What you are asked to do:
Give the number of lines below that contain the word "τοιυ", and nothing else.

Items listed in a dataset:
---------------

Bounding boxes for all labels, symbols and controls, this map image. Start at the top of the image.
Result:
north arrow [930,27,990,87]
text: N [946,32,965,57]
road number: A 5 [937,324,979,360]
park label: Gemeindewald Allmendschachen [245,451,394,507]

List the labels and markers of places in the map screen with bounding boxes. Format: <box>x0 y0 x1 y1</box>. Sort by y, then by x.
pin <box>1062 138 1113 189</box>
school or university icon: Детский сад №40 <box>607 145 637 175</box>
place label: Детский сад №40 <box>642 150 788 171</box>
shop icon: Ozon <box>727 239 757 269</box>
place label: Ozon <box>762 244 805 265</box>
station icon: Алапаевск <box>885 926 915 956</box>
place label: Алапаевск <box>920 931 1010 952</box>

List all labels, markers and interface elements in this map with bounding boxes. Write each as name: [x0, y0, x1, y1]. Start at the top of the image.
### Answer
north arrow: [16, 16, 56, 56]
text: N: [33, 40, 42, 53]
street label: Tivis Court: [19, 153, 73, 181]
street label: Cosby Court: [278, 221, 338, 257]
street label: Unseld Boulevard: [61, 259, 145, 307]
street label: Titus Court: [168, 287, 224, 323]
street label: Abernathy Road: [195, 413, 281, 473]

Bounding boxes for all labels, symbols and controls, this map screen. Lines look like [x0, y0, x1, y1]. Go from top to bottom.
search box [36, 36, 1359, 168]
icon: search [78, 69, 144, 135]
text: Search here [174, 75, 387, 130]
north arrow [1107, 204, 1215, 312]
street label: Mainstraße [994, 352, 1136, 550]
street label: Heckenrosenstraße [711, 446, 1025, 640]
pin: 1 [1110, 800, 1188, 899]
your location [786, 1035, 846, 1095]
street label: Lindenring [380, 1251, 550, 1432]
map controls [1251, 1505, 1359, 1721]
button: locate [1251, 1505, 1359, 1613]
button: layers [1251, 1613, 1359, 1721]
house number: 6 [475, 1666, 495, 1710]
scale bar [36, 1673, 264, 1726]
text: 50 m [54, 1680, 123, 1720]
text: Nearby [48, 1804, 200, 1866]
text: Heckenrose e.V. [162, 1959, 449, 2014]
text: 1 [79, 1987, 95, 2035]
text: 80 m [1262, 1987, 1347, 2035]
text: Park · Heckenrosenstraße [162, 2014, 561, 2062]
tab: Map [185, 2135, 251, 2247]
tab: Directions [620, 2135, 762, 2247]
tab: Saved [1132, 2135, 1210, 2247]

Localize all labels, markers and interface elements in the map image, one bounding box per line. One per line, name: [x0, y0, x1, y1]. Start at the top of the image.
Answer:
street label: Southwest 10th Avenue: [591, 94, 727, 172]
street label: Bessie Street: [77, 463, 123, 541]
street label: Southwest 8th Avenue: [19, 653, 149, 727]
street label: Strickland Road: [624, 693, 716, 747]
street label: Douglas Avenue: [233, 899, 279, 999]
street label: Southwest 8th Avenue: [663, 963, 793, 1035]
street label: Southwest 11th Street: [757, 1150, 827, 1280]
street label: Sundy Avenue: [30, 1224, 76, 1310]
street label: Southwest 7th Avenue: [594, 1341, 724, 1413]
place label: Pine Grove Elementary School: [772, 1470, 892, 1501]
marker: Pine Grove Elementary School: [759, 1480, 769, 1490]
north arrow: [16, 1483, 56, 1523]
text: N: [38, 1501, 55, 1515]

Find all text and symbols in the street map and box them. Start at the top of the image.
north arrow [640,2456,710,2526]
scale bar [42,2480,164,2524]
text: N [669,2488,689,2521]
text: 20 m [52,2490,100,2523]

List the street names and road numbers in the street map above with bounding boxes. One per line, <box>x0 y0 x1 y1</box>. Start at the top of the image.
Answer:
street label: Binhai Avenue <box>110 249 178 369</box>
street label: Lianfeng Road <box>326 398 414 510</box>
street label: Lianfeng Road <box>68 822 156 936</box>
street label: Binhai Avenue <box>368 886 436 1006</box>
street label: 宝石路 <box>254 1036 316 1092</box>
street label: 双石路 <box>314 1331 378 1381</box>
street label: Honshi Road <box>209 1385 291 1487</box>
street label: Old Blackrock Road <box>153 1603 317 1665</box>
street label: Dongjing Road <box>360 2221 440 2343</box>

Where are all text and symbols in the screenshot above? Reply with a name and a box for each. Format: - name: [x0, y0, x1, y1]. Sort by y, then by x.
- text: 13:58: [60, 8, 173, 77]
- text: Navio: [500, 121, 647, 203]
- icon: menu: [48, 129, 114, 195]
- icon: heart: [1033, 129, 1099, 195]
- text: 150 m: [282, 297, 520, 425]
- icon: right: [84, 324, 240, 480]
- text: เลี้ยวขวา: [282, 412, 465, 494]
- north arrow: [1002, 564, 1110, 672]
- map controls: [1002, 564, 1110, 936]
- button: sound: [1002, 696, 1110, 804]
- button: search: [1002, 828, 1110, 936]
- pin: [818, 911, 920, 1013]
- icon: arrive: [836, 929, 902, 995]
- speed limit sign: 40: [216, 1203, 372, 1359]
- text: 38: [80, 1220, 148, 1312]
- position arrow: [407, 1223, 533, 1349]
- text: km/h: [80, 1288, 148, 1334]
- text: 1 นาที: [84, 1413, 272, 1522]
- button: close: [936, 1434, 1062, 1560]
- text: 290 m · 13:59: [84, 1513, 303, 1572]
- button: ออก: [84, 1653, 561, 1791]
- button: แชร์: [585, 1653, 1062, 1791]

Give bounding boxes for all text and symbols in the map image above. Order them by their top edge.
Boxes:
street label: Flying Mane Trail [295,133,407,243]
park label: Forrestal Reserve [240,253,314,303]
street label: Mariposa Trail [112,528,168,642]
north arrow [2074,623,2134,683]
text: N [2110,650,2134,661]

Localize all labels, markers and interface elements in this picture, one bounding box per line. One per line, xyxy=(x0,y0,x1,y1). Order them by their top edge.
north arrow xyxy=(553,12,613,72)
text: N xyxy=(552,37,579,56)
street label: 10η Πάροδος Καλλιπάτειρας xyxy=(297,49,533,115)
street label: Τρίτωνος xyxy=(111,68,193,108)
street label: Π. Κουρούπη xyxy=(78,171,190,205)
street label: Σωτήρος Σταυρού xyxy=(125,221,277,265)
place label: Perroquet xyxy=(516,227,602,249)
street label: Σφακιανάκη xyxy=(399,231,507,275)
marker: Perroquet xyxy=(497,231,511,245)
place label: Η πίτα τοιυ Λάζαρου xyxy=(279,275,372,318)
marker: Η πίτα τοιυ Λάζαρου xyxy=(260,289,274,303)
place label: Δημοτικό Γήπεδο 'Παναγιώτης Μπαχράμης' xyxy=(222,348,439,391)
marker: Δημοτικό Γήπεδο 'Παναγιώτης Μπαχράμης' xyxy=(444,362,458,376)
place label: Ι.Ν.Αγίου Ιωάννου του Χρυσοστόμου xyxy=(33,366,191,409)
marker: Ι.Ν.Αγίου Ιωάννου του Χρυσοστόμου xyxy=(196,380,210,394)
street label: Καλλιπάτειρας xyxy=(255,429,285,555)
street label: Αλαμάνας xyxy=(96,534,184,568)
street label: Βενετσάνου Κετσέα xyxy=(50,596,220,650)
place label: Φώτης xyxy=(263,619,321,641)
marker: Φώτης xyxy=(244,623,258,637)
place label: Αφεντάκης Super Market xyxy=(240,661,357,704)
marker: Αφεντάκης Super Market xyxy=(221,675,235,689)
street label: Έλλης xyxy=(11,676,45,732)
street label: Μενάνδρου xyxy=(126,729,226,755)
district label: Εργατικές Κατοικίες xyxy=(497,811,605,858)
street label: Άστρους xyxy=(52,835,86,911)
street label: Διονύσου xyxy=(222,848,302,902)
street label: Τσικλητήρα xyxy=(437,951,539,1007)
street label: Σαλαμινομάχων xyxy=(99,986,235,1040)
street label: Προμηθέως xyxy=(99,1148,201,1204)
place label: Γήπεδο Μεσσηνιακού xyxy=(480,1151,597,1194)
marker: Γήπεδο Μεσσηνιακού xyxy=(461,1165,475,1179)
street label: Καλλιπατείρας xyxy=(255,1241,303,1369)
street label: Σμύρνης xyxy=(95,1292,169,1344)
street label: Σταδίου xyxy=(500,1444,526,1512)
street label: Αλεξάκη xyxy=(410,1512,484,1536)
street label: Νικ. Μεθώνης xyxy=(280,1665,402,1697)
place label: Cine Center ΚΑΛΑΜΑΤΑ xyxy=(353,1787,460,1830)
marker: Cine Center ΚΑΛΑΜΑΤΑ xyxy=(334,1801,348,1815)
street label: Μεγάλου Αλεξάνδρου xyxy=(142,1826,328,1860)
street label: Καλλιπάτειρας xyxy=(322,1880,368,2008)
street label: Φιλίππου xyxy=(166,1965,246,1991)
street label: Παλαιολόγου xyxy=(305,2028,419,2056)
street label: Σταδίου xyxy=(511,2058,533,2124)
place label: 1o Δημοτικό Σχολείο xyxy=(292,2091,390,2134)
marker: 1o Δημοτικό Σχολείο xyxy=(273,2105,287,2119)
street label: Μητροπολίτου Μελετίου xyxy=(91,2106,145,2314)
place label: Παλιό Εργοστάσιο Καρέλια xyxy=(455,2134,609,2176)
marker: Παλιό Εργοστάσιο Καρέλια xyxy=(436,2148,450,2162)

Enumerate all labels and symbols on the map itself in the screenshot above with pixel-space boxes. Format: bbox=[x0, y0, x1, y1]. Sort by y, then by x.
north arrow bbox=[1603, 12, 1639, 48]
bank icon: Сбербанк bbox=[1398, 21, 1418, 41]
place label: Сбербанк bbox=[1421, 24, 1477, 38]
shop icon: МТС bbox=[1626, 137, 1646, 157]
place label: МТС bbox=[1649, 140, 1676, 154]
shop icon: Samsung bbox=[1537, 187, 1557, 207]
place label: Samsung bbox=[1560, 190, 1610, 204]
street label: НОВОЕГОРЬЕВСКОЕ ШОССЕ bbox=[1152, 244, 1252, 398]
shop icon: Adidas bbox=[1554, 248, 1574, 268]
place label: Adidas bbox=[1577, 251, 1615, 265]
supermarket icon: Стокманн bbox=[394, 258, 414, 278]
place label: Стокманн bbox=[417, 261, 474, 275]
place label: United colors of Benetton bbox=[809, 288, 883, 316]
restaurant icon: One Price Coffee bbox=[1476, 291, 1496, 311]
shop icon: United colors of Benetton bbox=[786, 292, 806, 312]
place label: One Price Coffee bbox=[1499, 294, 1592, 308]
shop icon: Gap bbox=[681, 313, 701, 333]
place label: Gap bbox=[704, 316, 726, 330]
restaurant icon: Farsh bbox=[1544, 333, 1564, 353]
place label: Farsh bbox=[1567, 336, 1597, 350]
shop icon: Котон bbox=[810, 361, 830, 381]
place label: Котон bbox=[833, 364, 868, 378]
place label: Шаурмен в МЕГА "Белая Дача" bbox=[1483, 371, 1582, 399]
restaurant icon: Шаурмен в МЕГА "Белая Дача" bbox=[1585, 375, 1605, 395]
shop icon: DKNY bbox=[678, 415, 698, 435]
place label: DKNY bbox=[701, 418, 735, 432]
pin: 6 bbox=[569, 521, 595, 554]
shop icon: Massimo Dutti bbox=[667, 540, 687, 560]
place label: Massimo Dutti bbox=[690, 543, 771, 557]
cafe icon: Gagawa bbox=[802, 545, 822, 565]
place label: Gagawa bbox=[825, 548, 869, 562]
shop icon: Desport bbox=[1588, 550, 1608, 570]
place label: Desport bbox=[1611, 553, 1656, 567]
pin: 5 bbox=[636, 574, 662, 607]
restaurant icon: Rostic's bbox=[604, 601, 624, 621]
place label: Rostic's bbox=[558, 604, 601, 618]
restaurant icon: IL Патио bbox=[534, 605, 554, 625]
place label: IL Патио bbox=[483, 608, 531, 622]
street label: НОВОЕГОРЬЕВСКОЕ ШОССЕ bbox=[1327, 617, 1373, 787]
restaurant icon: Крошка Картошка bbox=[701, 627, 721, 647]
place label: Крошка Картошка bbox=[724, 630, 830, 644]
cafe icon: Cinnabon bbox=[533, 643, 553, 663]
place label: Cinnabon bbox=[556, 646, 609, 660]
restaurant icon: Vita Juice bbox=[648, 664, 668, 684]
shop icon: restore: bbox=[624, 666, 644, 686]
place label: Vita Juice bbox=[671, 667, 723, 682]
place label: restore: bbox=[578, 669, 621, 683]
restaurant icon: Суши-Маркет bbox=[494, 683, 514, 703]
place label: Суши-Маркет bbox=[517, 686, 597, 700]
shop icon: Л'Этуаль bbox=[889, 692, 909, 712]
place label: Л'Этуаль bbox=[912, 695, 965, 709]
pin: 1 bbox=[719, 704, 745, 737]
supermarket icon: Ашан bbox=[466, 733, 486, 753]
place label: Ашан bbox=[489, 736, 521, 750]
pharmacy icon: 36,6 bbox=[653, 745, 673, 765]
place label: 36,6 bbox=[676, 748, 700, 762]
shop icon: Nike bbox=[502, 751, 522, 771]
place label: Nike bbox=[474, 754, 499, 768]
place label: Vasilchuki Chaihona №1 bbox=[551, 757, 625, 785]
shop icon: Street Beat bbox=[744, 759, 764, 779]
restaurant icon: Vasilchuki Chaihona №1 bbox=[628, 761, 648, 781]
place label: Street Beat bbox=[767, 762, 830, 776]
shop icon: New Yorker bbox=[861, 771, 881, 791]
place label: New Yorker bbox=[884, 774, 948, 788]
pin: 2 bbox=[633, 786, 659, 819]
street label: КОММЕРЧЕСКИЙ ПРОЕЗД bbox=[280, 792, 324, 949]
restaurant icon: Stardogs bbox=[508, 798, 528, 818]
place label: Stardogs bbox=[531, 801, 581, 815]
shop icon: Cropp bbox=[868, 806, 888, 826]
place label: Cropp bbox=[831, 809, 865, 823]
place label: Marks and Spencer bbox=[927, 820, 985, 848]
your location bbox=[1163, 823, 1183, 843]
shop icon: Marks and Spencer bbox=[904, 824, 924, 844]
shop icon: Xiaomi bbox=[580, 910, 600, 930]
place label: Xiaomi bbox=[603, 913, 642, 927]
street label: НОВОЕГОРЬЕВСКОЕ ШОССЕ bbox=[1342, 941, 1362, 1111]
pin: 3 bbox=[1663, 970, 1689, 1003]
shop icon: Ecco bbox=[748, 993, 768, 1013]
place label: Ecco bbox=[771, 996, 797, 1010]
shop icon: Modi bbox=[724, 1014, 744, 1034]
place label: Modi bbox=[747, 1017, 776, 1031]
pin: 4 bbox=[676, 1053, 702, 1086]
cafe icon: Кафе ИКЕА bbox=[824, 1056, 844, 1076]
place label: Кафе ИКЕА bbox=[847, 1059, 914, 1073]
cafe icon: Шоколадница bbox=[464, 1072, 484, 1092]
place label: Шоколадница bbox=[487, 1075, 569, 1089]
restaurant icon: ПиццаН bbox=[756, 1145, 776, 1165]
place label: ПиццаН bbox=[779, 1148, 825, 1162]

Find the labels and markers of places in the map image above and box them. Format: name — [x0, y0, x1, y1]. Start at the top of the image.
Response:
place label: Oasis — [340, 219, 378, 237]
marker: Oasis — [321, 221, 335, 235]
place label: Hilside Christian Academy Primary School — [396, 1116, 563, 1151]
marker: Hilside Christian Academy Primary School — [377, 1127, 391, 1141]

---------------

Reply to the task:
2